Compute the definite integral
$$ \int^{\pi/2}_{0}\cos^{n}(x)\cos (nx)\,dx $$
where $n\in \mathbb{N}$.
My Attempt:
Using $\cos (x) = \frac{e^{ix}+e^{-ix}}{2}$, we get
$$ \begin{align} \int^{\pi/2}_{0}\cos^{n}(x)\cos (nx)\,dx&=\int_{0}^{\pi/2} \left(\frac{e^{ix}+e^{-ix}}{2}\right)^n\left(\frac{e^{inx}+e^{-inx}}{2}\right)\,dx\\ &= \frac{1}{2^n}\mathrm{Re}\left\{\int_{0}^{\pi/2} \left(e^{ix}+e^{-ix}\right)^n\cdot e^{inx}\,dx\right\}\\ &=\frac{1}{2^n}\mathrm{Re}\left\{\int_{0}^{\pi/2}\left(e^{2ix}+1\right)^n\,dx\right\} \end{align} $$
Letting $z=e^{4ix}$ gives us
$$ \begin{align} e^{4ix}dx &= \frac{1}{4i}dz\\ dx &= \frac{dz}{4iz} \end{align} $$
So the integral becomes
$$\frac{1}{4\cdot 2^n}\mathrm{Re}\left\{\int_{C}\left(\sqrt{z}+1\right)\cdot \frac{dz}{iz}\right\}$$
How can I complete the solution from here?

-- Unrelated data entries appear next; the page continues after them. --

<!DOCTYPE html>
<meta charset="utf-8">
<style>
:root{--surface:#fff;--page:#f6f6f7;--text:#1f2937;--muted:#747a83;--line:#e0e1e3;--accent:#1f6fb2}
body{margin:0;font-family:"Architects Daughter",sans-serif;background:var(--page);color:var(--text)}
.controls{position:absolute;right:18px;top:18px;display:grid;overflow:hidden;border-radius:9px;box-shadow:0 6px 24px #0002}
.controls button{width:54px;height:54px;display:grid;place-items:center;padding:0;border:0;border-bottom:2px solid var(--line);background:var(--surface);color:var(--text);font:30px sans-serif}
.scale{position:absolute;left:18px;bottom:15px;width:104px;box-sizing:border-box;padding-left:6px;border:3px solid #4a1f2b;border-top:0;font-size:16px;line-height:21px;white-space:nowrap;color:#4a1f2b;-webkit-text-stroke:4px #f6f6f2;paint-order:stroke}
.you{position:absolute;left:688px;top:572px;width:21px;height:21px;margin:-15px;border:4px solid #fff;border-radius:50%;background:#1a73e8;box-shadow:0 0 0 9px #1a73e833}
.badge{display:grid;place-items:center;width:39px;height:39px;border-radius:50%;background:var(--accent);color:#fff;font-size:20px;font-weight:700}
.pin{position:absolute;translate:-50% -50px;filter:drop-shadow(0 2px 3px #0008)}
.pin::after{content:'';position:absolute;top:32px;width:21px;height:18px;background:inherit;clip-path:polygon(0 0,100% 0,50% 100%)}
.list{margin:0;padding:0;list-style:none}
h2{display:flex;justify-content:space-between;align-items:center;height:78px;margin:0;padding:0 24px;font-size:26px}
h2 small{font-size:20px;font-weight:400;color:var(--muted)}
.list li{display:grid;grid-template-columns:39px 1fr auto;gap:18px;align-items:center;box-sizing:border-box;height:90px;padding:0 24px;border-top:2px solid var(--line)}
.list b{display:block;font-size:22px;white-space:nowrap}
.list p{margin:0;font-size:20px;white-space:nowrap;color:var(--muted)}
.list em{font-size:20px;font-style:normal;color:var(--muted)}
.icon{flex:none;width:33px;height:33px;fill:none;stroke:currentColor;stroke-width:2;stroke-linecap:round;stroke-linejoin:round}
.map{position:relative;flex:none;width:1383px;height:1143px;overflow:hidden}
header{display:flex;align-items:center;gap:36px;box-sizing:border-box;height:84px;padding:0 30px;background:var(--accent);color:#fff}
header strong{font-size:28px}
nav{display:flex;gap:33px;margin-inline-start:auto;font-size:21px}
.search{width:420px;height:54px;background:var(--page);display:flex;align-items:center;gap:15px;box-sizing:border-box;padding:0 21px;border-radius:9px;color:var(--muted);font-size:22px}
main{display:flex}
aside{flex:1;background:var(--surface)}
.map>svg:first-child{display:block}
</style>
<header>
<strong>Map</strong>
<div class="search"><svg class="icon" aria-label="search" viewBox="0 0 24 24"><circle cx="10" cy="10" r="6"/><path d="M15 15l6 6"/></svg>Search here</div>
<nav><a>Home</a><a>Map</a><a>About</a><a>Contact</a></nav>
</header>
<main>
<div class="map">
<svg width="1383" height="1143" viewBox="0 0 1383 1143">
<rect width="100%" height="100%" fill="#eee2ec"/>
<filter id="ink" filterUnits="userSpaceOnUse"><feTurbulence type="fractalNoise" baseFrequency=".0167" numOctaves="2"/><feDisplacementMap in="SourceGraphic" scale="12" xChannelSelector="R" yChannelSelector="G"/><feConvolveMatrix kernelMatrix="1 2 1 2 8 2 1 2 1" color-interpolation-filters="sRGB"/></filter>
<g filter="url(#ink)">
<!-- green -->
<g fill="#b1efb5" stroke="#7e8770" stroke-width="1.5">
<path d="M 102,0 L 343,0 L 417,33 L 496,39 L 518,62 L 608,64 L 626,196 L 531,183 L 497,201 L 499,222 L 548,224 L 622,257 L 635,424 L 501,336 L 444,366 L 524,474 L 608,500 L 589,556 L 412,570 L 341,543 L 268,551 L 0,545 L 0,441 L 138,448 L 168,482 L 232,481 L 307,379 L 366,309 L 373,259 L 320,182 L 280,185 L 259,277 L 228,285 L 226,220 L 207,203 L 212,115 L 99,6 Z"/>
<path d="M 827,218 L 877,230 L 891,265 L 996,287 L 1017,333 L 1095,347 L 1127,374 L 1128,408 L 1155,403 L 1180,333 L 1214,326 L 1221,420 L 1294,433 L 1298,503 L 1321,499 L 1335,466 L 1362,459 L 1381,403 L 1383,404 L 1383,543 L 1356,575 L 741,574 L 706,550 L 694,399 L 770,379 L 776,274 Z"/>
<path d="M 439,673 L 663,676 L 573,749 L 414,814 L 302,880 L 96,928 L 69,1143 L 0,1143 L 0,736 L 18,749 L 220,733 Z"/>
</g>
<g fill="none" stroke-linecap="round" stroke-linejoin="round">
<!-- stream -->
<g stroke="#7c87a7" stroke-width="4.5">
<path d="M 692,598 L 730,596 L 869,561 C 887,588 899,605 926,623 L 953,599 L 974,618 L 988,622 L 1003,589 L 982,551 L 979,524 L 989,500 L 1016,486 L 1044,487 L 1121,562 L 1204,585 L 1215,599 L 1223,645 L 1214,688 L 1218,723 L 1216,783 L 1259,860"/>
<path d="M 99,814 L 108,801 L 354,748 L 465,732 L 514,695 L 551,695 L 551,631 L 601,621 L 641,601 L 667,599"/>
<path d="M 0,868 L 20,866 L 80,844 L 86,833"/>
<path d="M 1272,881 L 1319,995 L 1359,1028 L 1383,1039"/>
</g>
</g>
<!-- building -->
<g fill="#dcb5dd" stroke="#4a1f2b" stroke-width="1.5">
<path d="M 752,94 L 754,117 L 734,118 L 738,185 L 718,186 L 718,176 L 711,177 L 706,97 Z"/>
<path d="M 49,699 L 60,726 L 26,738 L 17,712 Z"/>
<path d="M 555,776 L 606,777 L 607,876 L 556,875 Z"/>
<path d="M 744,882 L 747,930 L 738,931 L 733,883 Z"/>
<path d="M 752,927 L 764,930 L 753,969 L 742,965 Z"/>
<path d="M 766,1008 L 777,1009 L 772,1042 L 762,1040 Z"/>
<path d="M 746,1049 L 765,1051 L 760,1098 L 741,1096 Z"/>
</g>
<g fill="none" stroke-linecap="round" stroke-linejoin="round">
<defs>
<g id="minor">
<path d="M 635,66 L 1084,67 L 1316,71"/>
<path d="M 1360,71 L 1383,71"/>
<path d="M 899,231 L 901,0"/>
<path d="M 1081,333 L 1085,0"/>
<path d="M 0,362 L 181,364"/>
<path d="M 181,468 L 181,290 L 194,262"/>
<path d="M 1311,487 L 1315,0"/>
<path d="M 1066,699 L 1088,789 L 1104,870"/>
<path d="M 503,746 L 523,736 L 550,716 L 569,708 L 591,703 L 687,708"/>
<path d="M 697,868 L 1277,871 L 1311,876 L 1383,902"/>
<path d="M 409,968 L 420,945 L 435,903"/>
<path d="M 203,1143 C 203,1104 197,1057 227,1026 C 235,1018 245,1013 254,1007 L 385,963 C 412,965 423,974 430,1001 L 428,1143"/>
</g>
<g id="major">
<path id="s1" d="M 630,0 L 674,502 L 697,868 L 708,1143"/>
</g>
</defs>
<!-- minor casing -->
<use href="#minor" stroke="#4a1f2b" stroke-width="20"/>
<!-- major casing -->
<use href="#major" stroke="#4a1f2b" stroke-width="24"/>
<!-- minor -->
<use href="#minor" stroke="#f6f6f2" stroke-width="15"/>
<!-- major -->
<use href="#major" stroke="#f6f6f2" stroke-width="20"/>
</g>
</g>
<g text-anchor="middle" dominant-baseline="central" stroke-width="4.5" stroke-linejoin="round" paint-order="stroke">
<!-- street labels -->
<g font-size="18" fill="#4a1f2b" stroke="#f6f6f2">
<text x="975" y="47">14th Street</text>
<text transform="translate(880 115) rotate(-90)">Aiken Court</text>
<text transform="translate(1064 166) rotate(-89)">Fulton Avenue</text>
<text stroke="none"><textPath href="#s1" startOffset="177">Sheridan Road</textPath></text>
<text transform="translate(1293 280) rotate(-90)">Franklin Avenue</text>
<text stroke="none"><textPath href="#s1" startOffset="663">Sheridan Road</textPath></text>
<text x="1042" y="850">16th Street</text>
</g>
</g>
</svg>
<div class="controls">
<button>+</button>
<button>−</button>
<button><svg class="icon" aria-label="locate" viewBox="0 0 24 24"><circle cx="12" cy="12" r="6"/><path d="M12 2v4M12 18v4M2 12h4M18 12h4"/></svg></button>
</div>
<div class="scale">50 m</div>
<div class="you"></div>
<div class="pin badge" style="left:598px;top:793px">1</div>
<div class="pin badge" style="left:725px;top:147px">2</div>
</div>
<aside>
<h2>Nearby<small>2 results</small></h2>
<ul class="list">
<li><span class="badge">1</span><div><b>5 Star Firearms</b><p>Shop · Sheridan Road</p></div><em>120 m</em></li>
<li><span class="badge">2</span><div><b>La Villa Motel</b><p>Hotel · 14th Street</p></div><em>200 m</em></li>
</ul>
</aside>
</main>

Your start is not bad, but you can get it simpler by using the evenness of $\cos$,
$$\int_0^{\pi/2} \cos^n x \cos (nx)\,dx = \frac12 \int_{-\pi/2}^{\pi/2} \cos^n x\cos (nx)\,dx.$$
Since the sine is an odd function, we can replace $\cos (nx)$ with $e^{inx}$:
$$\begin{align} \int_0^{\pi/2} \cos^n x \cos (nx)\,dx &= \frac12\int_{-\pi/2}^{\pi/2}\cos^n x \, e^{inx}\,dx\\ &= \frac{1}{2^{n+1}} \int_{-\pi/2}^{\pi/2} \left(e^{ix}+e^{-ix}\right)^n e^{inx}\,dx\\ &= \frac{1}{2^{n+1}} \int_{-\pi/2}^{\pi/2} \left(e^{2ix}+1\right)^n\,dx. \end{align}$$
Next we substitute $\varphi = 2x$ and get
$$ \int_0^{\pi/2} \cos^n x \cos (nx)\,dx = \frac{1}{2^{n+2}} \int_{-\pi}^\pi \left(e^{i\varphi}+1\right)^n\,d\varphi. $$
Now setting $z = e^{i\varphi}$ gets us a nice contour integral over the unit circle,
$$\begin{align} \int_0^{\pi/2} \cos^n x \cos (nx)\,dx &= \frac{1}{2^{n+2}} \int_{\lvert z\rvert = 1} (z+1)^n\,\frac{dz}{iz}\\ &= \frac{\pi}{2^{n+1}} \end{align}$$
by the Cauchy integral formula.